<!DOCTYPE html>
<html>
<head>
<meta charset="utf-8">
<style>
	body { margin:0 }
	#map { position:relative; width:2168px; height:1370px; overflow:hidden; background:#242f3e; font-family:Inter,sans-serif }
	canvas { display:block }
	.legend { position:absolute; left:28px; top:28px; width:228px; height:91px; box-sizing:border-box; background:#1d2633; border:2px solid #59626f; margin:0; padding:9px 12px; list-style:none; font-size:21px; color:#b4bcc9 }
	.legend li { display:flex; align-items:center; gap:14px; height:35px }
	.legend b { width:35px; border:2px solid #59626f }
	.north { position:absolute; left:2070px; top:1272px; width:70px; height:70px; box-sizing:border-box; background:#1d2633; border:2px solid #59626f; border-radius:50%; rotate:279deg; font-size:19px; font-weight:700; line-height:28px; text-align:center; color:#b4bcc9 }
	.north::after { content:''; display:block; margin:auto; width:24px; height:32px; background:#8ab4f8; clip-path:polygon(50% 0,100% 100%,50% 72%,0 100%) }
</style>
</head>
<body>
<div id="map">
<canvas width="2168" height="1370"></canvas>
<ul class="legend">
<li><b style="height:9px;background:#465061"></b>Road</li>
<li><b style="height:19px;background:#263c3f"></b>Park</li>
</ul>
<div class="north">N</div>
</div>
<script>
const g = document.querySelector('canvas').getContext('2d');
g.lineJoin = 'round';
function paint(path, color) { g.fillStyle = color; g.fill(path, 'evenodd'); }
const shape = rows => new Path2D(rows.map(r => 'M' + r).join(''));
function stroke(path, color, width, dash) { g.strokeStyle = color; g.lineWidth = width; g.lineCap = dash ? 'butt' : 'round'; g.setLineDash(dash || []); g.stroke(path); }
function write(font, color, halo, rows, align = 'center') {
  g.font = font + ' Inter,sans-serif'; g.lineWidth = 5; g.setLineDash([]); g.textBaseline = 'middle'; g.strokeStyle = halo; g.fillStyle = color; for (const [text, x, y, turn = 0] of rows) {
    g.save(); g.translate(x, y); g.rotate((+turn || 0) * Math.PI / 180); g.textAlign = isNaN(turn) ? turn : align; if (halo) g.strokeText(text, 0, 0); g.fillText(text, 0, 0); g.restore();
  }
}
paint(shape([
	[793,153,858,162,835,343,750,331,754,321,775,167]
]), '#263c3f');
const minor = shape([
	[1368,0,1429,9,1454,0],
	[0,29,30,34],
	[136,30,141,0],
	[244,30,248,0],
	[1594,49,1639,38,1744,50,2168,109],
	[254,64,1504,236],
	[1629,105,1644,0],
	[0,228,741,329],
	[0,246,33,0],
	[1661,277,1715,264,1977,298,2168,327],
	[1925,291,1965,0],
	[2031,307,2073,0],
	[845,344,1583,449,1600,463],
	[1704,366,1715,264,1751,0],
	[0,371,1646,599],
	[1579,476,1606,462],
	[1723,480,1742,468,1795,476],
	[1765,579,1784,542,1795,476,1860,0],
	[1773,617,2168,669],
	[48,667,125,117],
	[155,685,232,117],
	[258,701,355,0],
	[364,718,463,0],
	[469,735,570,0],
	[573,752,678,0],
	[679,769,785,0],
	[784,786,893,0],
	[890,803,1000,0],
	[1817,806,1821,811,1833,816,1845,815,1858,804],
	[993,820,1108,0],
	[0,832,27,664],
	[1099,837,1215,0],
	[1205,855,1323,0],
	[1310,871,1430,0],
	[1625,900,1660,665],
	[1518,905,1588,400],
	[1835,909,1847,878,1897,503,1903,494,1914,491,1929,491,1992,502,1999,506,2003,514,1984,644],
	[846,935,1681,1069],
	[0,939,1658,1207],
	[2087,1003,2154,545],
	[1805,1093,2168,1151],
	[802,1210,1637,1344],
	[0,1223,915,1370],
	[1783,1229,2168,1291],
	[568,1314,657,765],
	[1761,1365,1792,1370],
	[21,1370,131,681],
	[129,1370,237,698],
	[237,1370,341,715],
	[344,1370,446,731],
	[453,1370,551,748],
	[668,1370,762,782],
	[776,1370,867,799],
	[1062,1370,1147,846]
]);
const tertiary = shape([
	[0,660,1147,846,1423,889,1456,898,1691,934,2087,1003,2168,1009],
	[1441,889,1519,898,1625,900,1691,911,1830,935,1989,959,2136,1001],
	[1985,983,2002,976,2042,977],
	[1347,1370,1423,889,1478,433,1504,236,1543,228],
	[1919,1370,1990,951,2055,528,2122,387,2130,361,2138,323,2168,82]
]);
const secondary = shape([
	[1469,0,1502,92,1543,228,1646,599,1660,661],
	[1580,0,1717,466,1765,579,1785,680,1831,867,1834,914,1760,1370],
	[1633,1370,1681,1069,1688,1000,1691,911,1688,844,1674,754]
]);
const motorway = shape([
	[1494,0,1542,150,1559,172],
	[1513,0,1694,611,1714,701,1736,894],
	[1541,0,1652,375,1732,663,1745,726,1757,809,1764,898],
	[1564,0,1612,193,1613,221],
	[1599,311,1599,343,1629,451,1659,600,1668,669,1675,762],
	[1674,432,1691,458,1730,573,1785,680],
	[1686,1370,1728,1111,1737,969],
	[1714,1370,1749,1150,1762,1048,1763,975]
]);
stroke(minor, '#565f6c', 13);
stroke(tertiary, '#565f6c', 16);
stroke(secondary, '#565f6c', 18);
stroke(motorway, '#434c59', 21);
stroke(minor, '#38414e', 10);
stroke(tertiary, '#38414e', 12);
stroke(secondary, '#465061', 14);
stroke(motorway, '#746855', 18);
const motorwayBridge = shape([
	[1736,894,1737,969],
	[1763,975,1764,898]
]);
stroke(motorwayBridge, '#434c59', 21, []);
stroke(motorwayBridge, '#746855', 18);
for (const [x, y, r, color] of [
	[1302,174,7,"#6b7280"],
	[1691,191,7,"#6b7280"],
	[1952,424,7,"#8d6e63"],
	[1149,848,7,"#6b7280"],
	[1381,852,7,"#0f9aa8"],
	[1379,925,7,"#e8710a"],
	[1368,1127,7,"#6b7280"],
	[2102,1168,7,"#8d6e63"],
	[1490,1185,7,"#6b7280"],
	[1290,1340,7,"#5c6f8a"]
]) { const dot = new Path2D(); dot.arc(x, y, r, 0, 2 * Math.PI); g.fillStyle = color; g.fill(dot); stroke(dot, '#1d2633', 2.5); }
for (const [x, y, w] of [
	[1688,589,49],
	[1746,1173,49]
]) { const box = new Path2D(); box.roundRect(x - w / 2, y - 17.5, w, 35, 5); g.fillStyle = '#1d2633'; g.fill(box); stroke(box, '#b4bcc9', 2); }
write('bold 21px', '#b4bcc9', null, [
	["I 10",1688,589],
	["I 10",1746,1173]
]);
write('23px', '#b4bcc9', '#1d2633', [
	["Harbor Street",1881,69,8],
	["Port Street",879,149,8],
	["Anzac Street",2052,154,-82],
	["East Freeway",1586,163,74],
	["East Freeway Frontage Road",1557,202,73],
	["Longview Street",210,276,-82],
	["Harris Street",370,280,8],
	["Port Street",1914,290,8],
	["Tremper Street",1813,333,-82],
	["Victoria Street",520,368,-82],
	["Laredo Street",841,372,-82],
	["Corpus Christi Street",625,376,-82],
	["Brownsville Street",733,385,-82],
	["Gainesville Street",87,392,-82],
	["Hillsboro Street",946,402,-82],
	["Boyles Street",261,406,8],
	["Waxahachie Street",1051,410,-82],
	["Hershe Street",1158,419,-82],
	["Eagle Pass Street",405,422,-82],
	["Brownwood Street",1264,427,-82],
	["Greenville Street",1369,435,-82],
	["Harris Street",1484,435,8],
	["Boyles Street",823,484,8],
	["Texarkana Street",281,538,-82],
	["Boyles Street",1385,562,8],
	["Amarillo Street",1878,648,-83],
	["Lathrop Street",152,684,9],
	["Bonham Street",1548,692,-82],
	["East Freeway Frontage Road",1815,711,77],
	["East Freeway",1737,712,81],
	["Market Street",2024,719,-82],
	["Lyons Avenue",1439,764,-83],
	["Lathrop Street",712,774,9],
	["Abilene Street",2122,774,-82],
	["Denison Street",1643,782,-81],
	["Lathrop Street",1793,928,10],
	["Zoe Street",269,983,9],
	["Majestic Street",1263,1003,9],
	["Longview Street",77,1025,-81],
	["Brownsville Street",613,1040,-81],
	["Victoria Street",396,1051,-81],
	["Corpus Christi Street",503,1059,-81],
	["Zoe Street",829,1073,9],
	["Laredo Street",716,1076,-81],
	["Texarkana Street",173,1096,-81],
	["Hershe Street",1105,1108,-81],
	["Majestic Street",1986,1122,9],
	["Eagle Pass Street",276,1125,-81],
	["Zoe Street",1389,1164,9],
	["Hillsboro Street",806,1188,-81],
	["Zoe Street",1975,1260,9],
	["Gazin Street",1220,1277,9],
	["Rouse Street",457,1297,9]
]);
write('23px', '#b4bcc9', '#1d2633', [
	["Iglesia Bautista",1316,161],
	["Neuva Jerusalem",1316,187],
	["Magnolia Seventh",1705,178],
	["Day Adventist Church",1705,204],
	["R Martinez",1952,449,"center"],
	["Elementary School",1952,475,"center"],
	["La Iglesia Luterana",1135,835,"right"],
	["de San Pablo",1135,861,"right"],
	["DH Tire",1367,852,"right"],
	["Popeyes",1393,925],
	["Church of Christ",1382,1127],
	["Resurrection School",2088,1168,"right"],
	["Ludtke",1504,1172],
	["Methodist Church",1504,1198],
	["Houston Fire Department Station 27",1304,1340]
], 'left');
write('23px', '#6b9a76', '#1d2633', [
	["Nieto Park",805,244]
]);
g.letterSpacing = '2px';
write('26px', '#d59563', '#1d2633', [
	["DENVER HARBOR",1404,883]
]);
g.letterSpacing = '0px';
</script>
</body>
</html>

> WHAT TO PRODUCE: Your answer should consist of copies of the lines above that include the string "rows".

> FINAL ANSWER:
const shape = rows => new Path2D(rows.map(r => 'M' + r).join(''));
function write(font, color, halo, rows, align = 'center') {
  g.font = font + ' Inter,sans-serif'; g.lineWidth = 5; g.setLineDash([]); g.textBaseline = 'middle'; g.strokeStyle = halo; g.fillStyle = color; for (const [text, x, y, turn = 0] of rows) {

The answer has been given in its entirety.